When AI Tests Are Wrong: Validation Patterns

Module 03: TDD with AI | Expansion Guide

Back to Module 03

The Problem

Your test suite is green. 100% passing. You deploy with confidence. Then production breaks and you realize: the tests were passing but they weren't actually testing anything. AI generated tests that looked right, ran successfully, but failed to catch the bug that just took down your service.

This is the false positive problem: tests that pass when they should fail, or test the wrong thing entirely.

AI-generated tests are particularly prone to this. They'll assert on values that are always true, mock everything so failures can't happen, or test implementation details that don't matter. The tests give false confidence.

The Core Insight

A test is only valuable if it can fail. If it can't detect broken code, it's worse than no test at all - it's a lie.

Before trusting any AI-generated test, you need to validate that: the test actually exercises the code, assertions are specific enough to catch bugs, and the test would fail if the code were broken. This requires intentional verification patterns.

The Walkthrough

Validation Pattern 1: The Mutation Test

The gold standard for test validation: break the code on purpose, verify the test catches it.

# Original implementation
def calculate_total(items, tax_rate):
    """Calculate total price with tax"""
    subtotal = sum(item.price for item in items)
    tax = subtotal * tax_rate
    return subtotal + tax

# AI-generated test
def test_calculate_total():
    items = [Item(price=10), Item(price=20)]
    total = calculate_total(items, 0.1)
    assert total == 33  # 30 + 3 tax = 33

Validation: Break the code in different ways, ensure test fails:

# Mutation 1: Remove tax calculation
def calculate_total(items, tax_rate):
    subtotal = sum(item.price for item in items)
    return subtotal  # BUG: forgot to add tax

# Run test - does it fail? YES ✓

# Mutation 2: Double the tax
def calculate_total(items, tax_rate):
    subtotal = sum(item.price for item in items)
    tax = subtotal * tax_rate * 2  # BUG: double tax
    return subtotal + tax

# Run test - does it fail? YES ✓

# Mutation 3: Wrong operator
def calculate_total(items, tax_rate):
    subtotal = sum(item.price for item in items)
    tax = subtotal * tax_rate
    return subtotal - tax  # BUG: subtraction instead of addition

# Run test - does it fail? YES ✓

If the test fails for all mutations, it's a good test.

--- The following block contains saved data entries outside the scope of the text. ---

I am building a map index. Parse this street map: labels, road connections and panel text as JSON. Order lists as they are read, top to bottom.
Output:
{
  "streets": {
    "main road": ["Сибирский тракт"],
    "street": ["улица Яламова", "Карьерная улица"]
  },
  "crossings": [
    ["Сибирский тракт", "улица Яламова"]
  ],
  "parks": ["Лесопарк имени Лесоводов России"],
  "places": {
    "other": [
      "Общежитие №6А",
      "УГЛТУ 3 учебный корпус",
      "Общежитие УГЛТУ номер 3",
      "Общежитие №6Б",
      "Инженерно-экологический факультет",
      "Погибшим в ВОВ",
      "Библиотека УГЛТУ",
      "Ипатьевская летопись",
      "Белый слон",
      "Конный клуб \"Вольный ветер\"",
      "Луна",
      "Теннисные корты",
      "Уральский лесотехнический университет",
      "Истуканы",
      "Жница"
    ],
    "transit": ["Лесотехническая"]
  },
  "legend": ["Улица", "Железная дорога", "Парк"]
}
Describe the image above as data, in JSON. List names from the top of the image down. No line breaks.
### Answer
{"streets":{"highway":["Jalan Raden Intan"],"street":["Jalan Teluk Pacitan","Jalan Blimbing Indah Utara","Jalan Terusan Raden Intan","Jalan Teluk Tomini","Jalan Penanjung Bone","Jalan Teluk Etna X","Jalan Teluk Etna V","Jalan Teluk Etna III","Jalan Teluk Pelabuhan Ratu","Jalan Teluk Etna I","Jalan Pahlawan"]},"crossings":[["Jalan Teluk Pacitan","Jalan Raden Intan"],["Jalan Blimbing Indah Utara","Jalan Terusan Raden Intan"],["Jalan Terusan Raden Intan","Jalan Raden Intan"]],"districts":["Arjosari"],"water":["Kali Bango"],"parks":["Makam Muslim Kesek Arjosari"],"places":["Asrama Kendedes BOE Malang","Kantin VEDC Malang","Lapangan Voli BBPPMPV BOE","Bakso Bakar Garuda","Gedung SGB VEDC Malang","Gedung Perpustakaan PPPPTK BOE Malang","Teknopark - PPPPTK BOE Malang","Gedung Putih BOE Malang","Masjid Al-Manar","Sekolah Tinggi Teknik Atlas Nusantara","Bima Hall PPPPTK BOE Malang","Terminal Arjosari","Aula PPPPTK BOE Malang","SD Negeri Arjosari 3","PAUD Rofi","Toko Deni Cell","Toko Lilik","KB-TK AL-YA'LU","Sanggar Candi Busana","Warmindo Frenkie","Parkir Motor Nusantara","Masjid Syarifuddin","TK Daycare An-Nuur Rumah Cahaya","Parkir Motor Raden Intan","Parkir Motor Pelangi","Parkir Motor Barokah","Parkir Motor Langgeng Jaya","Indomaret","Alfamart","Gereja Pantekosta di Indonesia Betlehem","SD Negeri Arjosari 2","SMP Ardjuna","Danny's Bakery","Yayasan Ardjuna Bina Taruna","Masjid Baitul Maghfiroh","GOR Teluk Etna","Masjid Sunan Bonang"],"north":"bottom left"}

If it still passes with broken code, the test is weak.

Automated Mutation Testing

Tools like mutmut (Python), Stryker (JavaScript), or PITest (Java) automatically mutate your code and check if tests catch the mutations. Run these on AI-generated test suites.

Validation Pattern 2: The Assertion Strength Check

Weak assertions are the most common test smell. Check every assertion for specificity:

# WEAK: AI often generates these
def test_get_user():
    user = get_user(123)
    assert user  # BAD: Just checks truthiness

# Better, but still weak
def test_get_user():
    user = get_user(123)
    assert user is not None  # BAD: Doesn't verify it's correct user
    assert user.id  # BAD: Just checks id exists

# STRONG: Specific assertions
def test_get_user():
    user = get_user(123)
    assert user.id == 123
    assert user.email == "expected@example.com"
    assert user.name == "Expected Name"
    assert isinstance(user.created_at, datetime)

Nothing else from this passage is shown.